* What this task involves *
Only an exact copy of the listing below will do.

* Study material *
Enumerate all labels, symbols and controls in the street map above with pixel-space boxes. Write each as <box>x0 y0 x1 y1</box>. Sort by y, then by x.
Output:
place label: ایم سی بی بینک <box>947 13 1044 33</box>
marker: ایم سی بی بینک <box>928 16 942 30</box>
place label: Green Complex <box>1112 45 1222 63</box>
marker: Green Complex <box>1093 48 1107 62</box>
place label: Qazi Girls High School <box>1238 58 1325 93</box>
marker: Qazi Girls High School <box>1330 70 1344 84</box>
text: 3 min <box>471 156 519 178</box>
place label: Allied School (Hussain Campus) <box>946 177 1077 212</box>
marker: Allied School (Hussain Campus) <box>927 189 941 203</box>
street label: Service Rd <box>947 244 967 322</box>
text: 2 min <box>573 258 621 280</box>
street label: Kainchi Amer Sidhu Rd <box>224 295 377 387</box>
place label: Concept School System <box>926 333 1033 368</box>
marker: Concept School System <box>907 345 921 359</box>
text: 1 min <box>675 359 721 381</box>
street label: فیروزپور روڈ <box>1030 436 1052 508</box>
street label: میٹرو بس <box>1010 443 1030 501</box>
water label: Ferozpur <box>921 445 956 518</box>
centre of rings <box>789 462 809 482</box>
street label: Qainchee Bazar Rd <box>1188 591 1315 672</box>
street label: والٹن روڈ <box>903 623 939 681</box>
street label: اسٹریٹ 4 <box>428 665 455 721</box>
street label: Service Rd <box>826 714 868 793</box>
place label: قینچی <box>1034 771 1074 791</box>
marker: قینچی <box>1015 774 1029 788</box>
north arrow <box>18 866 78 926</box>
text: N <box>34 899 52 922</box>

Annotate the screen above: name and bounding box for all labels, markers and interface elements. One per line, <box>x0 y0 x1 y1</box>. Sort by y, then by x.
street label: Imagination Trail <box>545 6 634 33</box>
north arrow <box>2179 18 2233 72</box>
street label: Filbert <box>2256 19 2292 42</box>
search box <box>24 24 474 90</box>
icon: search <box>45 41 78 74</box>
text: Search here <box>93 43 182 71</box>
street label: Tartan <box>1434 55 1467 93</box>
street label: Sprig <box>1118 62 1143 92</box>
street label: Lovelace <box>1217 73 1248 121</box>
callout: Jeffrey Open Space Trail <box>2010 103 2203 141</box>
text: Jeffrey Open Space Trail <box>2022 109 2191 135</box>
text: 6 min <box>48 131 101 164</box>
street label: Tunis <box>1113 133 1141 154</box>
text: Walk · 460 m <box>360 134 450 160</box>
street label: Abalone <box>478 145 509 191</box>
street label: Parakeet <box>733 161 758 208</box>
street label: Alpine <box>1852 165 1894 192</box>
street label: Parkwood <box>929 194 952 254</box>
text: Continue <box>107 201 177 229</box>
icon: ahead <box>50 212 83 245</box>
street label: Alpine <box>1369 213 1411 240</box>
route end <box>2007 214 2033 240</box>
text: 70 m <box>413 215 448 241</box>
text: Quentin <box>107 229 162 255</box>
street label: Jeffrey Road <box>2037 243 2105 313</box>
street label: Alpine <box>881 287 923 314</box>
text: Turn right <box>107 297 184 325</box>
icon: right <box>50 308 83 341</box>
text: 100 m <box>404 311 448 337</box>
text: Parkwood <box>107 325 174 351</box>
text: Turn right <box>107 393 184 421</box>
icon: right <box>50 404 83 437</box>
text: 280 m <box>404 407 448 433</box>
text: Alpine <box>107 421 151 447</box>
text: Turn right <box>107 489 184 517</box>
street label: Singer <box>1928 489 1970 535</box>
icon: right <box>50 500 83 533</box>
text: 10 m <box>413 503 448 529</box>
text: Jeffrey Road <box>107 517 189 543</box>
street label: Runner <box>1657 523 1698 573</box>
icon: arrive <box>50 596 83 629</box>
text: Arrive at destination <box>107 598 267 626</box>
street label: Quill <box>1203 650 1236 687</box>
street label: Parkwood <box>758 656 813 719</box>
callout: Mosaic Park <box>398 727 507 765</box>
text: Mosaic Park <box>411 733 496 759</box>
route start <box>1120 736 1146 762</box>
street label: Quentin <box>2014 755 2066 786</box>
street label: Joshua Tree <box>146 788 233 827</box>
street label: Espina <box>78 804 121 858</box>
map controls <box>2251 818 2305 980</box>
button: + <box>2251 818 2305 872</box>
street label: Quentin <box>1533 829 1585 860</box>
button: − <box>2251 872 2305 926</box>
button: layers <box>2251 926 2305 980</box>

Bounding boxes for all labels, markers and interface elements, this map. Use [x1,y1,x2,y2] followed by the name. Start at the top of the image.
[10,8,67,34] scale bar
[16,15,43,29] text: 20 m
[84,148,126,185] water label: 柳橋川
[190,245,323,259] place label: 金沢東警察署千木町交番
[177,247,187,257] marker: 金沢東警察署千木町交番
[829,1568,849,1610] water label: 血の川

* Completed exercise *
Enumerate all labels, symbols and controls in the street map above with pixel-space boxes. Write each as <box>x0 y0 x1 y1</box>. Sort by y, then by x.
Output:
place label: ایم سی بی بینک <box>947 13 1044 33</box>
marker: ایم سی بی بینک <box>928 16 942 30</box>
place label: Green Complex <box>1112 45 1222 63</box>
marker: Green Complex <box>1093 48 1107 62</box>
place label: Qazi Girls High School <box>1238 58 1325 93</box>
marker: Qazi Girls High School <box>1330 70 1344 84</box>
text: 3 min <box>471 156 519 178</box>
place label: Allied School (Hussain Campus) <box>946 177 1077 212</box>
marker: Allied School (Hussain Campus) <box>927 189 941 203</box>
street label: Service Rd <box>947 244 967 322</box>
text: 2 min <box>573 258 621 280</box>
street label: Kainchi Amer Sidhu Rd <box>224 295 377 387</box>
place label: Concept School System <box>926 333 1033 368</box>
marker: Concept School System <box>907 345 921 359</box>
text: 1 min <box>675 359 721 381</box>
street label: فیروزپور روڈ <box>1030 436 1052 508</box>
street label: میٹرو بس <box>1010 443 1030 501</box>
water label: Ferozpur <box>921 445 956 518</box>
centre of rings <box>789 462 809 482</box>
street label: Qainchee Bazar Rd <box>1188 591 1315 672</box>
street label: والٹن روڈ <box>903 623 939 681</box>
street label: اسٹریٹ 4 <box>428 665 455 721</box>
street label: Service Rd <box>826 714 868 793</box>
place label: قینچی <box>1034 771 1074 791</box>
marker: قینچی <box>1015 774 1029 788</box>
north arrow <box>18 866 78 926</box>
text: N <box>34 899 52 922</box>

Annotate the screen above: name and bounding box for all labels, markers and interface elements. One per line, <box>x0 y0 x1 y1</box>. Sort by y, then by x.
street label: Imagination Trail <box>545 6 634 33</box>
north arrow <box>2179 18 2233 72</box>
street label: Filbert <box>2256 19 2292 42</box>
search box <box>24 24 474 90</box>
icon: search <box>45 41 78 74</box>
text: Search here <box>93 43 182 71</box>
street label: Tartan <box>1434 55 1467 93</box>
street label: Sprig <box>1118 62 1143 92</box>
street label: Lovelace <box>1217 73 1248 121</box>
callout: Jeffrey Open Space Trail <box>2010 103 2203 141</box>
text: Jeffrey Open Space Trail <box>2022 109 2191 135</box>
text: 6 min <box>48 131 101 164</box>
street label: Tunis <box>1113 133 1141 154</box>
text: Walk · 460 m <box>360 134 450 160</box>
street label: Abalone <box>478 145 509 191</box>
street label: Parakeet <box>733 161 758 208</box>
street label: Alpine <box>1852 165 1894 192</box>
street label: Parkwood <box>929 194 952 254</box>
text: Continue <box>107 201 177 229</box>
icon: ahead <box>50 212 83 245</box>
street label: Alpine <box>1369 213 1411 240</box>
route end <box>2007 214 2033 240</box>
text: 70 m <box>413 215 448 241</box>
text: Quentin <box>107 229 162 255</box>
street label: Jeffrey Road <box>2037 243 2105 313</box>
street label: Alpine <box>881 287 923 314</box>
text: Turn right <box>107 297 184 325</box>
icon: right <box>50 308 83 341</box>
text: 100 m <box>404 311 448 337</box>
text: Parkwood <box>107 325 174 351</box>
text: Turn right <box>107 393 184 421</box>
icon: right <box>50 404 83 437</box>
text: 280 m <box>404 407 448 433</box>
text: Alpine <box>107 421 151 447</box>
text: Turn right <box>107 489 184 517</box>
street label: Singer <box>1928 489 1970 535</box>
icon: right <box>50 500 83 533</box>
text: 10 m <box>413 503 448 529</box>
text: Jeffrey Road <box>107 517 189 543</box>
street label: Runner <box>1657 523 1698 573</box>
icon: arrive <box>50 596 83 629</box>
text: Arrive at destination <box>107 598 267 626</box>
street label: Quill <box>1203 650 1236 687</box>
street label: Parkwood <box>758 656 813 719</box>
callout: Mosaic Park <box>398 727 507 765</box>
text: Mosaic Park <box>411 733 496 759</box>
route start <box>1120 736 1146 762</box>
street label: Quentin <box>2014 755 2066 786</box>
street label: Joshua Tree <box>146 788 233 827</box>
street label: Espina <box>78 804 121 858</box>
map controls <box>2251 818 2305 980</box>
button: + <box>2251 818 2305 872</box>
street label: Quentin <box>1533 829 1585 860</box>
button: − <box>2251 872 2305 926</box>
button: layers <box>2251 926 2305 980</box>

Bounding boxes for all labels, markers and interface elements, this map. Use [x1,y1,x2,y2] followed by the name. Start at the top of the image.
[10,8,67,34] scale bar
[16,15,43,29] text: 20 m
[84,148,126,185] water label: 柳橋川
[190,245,323,259] place label: 金沢東警察署千木町交番
[177,247,187,257] marker: 金沢東警察署千木町交番
[829,1568,849,1610] water label: 血の川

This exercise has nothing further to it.